Mãe por adoção de Rafaela, 9 anos, a psicóloga Cibele Vogel, 42, sabia que poderia ter dificuldades no processo de adaptação. Agora, já está na fila em busca de um novo filho. 

“Uma gestação exige preparação. Um processo de adoção pode ser muito longo e a gente tem que aproveitar para se preparar emocionalmente, ler sobre o assunto, participar de grupos, entender as etapas. Filho não sai, filho entra. É uma construção. São crianças que já têm histórico de sofrimento, já perderam a crença de que vai dar certo e perderam a confiança nos adultos. Os adotantes têm que saber dessas dificuldades todas”, afirmou Cibele.

Rafaela teve a adoção interrompida pela família que havia adotado o seu irmão consanguíneo, em Goiânia, após cerca de oito meses de convivência. O irmão ficou, e ela foi recebida em sua nova casa, em Águas Claras, em 2014. Um dos principais questionamentos foi o motivo para o irmão não ter ido com ela para o novo lar.

Apesar de ter apenas 5 anos na época, a menina tinha consciência da situação, segundo Cibele. “Conhecemos a Rafaela e houve bastante afinidade.
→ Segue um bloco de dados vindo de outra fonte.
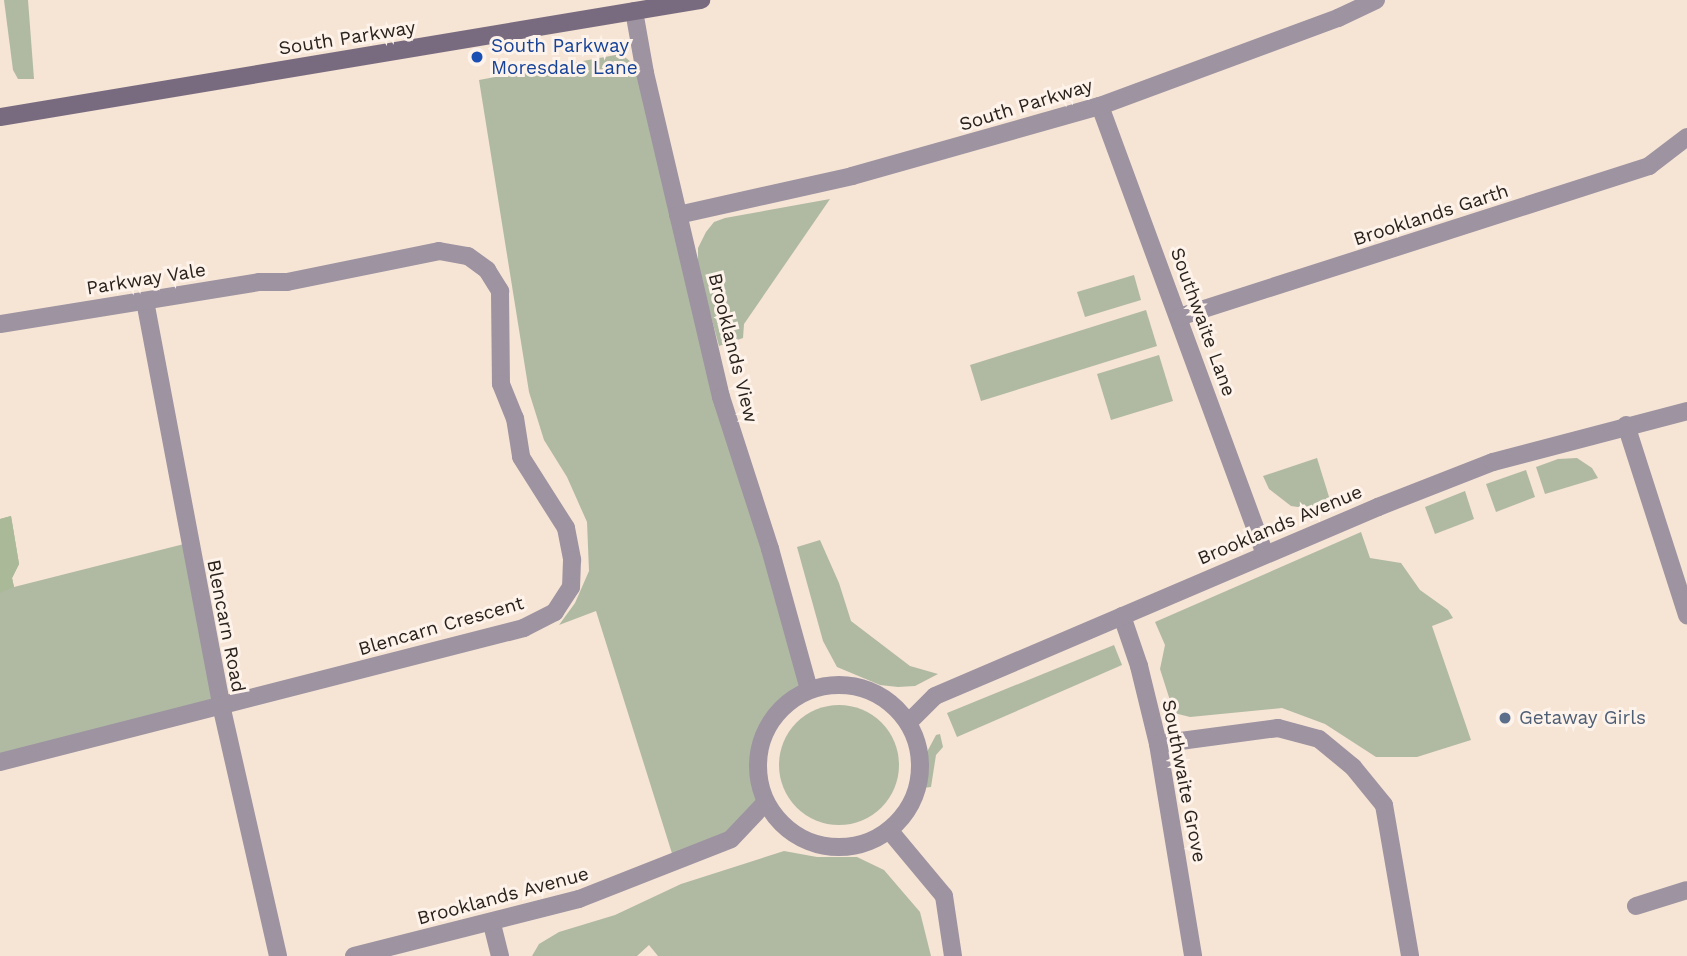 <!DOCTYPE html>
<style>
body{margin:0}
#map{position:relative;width:1687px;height:956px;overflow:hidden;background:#f6e4d5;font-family:"Work Sans",sans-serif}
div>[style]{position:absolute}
.green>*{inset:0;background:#b0baa3}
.round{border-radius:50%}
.forest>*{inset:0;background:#aab997}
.street>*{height:18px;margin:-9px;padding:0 9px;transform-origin:9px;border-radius:9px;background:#9d93a1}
.street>.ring{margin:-9px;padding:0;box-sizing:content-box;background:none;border:18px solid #9d93a1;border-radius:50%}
.secondary>*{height:18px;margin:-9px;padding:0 9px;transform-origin:9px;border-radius:9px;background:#796b7f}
.dots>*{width:19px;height:19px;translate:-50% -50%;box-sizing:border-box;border:4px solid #fef3ea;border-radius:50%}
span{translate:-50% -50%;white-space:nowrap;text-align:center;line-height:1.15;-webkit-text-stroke:6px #fef3ea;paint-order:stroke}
.street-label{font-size:19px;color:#29221d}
.transit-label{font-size:19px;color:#164399}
.left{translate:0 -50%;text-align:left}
.service-label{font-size:19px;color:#4e5e75}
</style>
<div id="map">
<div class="green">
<div style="clip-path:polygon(4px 0,28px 0,34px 79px,18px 79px,13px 70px)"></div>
<div style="clip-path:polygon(621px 54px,645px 73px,678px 215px,809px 690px,796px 696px,775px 715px,761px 740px,757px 768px,762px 795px,731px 839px,675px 863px,596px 611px,559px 625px,575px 603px,589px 571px,587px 522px,567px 477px,544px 440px,529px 392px,479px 80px)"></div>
<div style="clip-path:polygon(830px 199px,744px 324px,743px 338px,719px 346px,698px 268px,698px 248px,706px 232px,714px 222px,725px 218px)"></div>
<div style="clip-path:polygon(1134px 275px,1141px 300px,1085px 317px,1077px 292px)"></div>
<div style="clip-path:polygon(1146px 310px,1157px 346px,981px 401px,970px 365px)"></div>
<div style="clip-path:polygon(1159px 355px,1173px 401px,1111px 420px,1097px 374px)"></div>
<div style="clip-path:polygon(1317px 458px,1330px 500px,1305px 508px,1291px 506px,1269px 489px,1263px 476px)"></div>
<div style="clip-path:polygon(1577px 458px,1592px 468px,1598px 478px,1545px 494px,1536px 467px,1558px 459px)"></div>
<div style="clip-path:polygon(1526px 470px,1535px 497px,1496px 512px,1486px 484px)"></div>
<div style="clip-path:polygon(1465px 491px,1474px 519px,1435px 534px,1425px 507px)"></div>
<div style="clip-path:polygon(11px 516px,19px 564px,12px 578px,14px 587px,188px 543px,221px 705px,0 762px,0 519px)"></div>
<div style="clip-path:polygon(1361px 532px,1370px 558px,1401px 563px,1420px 590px,1448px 610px,1453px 618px,1432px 626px,1471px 740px,1417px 757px,1376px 757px,1325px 724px,1282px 708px,1190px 717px,1174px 713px,1160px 669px,1165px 645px,1155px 622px)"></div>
<div style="clip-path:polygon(820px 540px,839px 583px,851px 621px,910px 666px,938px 674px,915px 686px,898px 687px,880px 685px,837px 667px,823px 641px,797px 547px)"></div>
<div style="clip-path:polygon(1114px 645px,1122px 665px,957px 737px,947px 713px)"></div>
<div class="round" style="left:779px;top:705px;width:120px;height:120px"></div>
<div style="clip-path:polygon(940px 734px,943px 747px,936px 755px,931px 787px,923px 788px,927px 752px,936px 735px)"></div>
<div style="clip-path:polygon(784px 851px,817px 857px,857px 857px,884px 870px,920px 912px,931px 956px,658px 956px,649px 945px,637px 956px,532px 956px,539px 944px,559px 932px,615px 915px,681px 884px)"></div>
</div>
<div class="forest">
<div style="clip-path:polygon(11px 516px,19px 564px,12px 578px,14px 587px,0 593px,0 519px)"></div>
</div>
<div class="street">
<div style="left:634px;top:11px;width:63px;rotate:79.9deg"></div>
<div style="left:645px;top:73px;width:333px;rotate:76.8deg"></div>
<div style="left:721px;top:397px;width:160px;rotate:72.1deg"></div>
<div style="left:770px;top:549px;width:146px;rotate:74.5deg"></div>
<div style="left:1100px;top:106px;width:477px;rotate:69.8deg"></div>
<div style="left:678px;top:215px;width:178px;rotate:-12.6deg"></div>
<div style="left:852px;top:176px;width:258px;rotate:-15.8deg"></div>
<div style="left:1100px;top:106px;width:254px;rotate:-20.3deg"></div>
<div style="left:1338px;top:18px;width:42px;rotate:-25.3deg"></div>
<div style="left:145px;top:301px;width:411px;rotate:79.3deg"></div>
<div style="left:221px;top:705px;width:257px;rotate:77.2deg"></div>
<div style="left:1179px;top:317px;width:494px;rotate:-17.8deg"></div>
<div style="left:1649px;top:166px;width:48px;rotate:-37.3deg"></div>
<div style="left:0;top:324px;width:263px;rotate:-9.2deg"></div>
<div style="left:260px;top:282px;width:27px"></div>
<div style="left:287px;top:282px;width:155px;rotate:-11.5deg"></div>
<div style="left:439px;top:251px;width:29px;rotate:10deg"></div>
<div style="left:468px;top:256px;width:24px;rotate:36deg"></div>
<div style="left:487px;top:270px;width:25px;rotate:58deg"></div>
<div style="left:500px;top:291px;width:93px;rotate:89.4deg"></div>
<div style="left:501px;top:384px;width:37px;rotate:68deg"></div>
<div style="left:515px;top:418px;width:39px;rotate:81deg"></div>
<div style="left:521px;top:457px;width:84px;rotate:57.6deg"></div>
<div style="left:566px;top:528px;width:33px;rotate:79deg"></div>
<div style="left:572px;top:560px;width:27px;rotate:92deg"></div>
<div style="left:571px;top:587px;width:30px;rotate:123deg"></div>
<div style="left:555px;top:612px;width:35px;rotate:153deg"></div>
<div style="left:524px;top:628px;width:541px;rotate:165.66deg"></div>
<div style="left:1626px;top:425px;width:200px;rotate:72.2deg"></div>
<div style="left:1122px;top:616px;width:53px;rotate:71.2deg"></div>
<div style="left:1139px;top:666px;width:80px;rotate:76.3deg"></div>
<div style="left:1158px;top:744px;width:215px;rotate:80.6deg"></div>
<div class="ring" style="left:758px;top:685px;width:144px;height:144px"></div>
<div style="left:908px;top:723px;width:38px;rotate:-45deg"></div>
<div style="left:935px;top:696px;width:482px;rotate:-23.1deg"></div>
<div style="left:1378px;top:507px;width:123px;rotate:-21.4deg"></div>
<div style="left:1493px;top:462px;width:201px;rotate:-14.7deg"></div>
<div style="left:1158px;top:744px;width:121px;rotate:-7.6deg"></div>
<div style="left:1278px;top:728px;width:42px;rotate:15deg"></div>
<div style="left:1319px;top:739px;width:44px;rotate:39.5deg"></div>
<div style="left:1353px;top:767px;width:49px;rotate:50.8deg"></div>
<div style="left:1384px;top:805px;width:153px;rotate:80.2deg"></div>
<div style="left:889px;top:830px;width:86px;rotate:50.2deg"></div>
<div style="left:944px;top:896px;width:61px;rotate:81.5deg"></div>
<div style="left:1636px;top:906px;width:53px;rotate:-17.4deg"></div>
<div style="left:492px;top:924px;width:33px;rotate:76deg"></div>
<div style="left:354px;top:956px;width:232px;rotate:-14.2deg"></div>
<div style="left:579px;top:899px;width:163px;rotate:-21.5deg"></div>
<div style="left:731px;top:839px;width:50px;rotate:-46.6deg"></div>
</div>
<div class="secondary">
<div style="left:0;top:117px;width:711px;rotate:-9.48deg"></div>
</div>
<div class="dots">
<div style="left:477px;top:57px;background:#1a4fb4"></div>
<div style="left:1505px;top:718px;background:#5c6f8a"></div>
</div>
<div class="street-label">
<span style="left:347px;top:38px;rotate:-9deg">South Parkway</span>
<span style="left:1026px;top:105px;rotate:-17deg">South Parkway</span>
<span style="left:1431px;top:215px;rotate:-18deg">Brooklands Garth</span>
<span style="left:146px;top:279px;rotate:-9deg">Parkway Vale</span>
<span style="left:1203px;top:322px;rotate:70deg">Southwaite Lane</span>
<span style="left:733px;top:348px;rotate:76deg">Brooklands View</span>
<span style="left:1280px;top:525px;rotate:-23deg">Brooklands Avenue</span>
<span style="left:226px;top:626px;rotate:79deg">Blencarn Road</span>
<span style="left:441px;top:626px;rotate:-16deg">Blencarn Crescent</span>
<span style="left:1184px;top:781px;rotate:79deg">Southwaite Grove</span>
<span style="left:503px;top:896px;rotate:-15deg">Brooklands Avenue</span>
</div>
<div class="transit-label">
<span class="left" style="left:491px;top:57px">South Parkway<br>Moresdale Lane</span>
</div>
<div class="service-label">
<span class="left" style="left:1519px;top:718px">Getaway Girls</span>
</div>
</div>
Até em função de ela estar em sofrimento psíquico, já entender a situação. Ela dizia que queria uma família para ela”, contou a mãe.

Arte/Metrópoles

 

Justiça quer celeridade
Niva Campos, supervisora substituta da Vara da Infância e Juventude, admite que a preparação feita pelo Judiciário não é suficiente para os pais. No entanto, para a psicóloga, grupos de apoio podem ser procurados enquanto os adotantes estão na fila de espera.

Aos interessados em adotar uma ou mais crianças, são oferecidos uma palestra e três encontros em grupo. Durante os três primeiros meses de convivência, a família passa por um acompanhamento psicológico e multiprofissional.

“Dificilmente uma preparação é suficiente. Há coisas que você só descobre quando é pai e mãe. Normalmente, as famílias biológicas não têm preparação nenhuma. Ela poderia ser mais estendida? Acho que sim. Mas a Justiça também trabalha com números. Esse tempo foi pensado considerando a quantidade de processos. Mas nada impede que a pessoa seja ativa nessa busca”, finalizou Niva.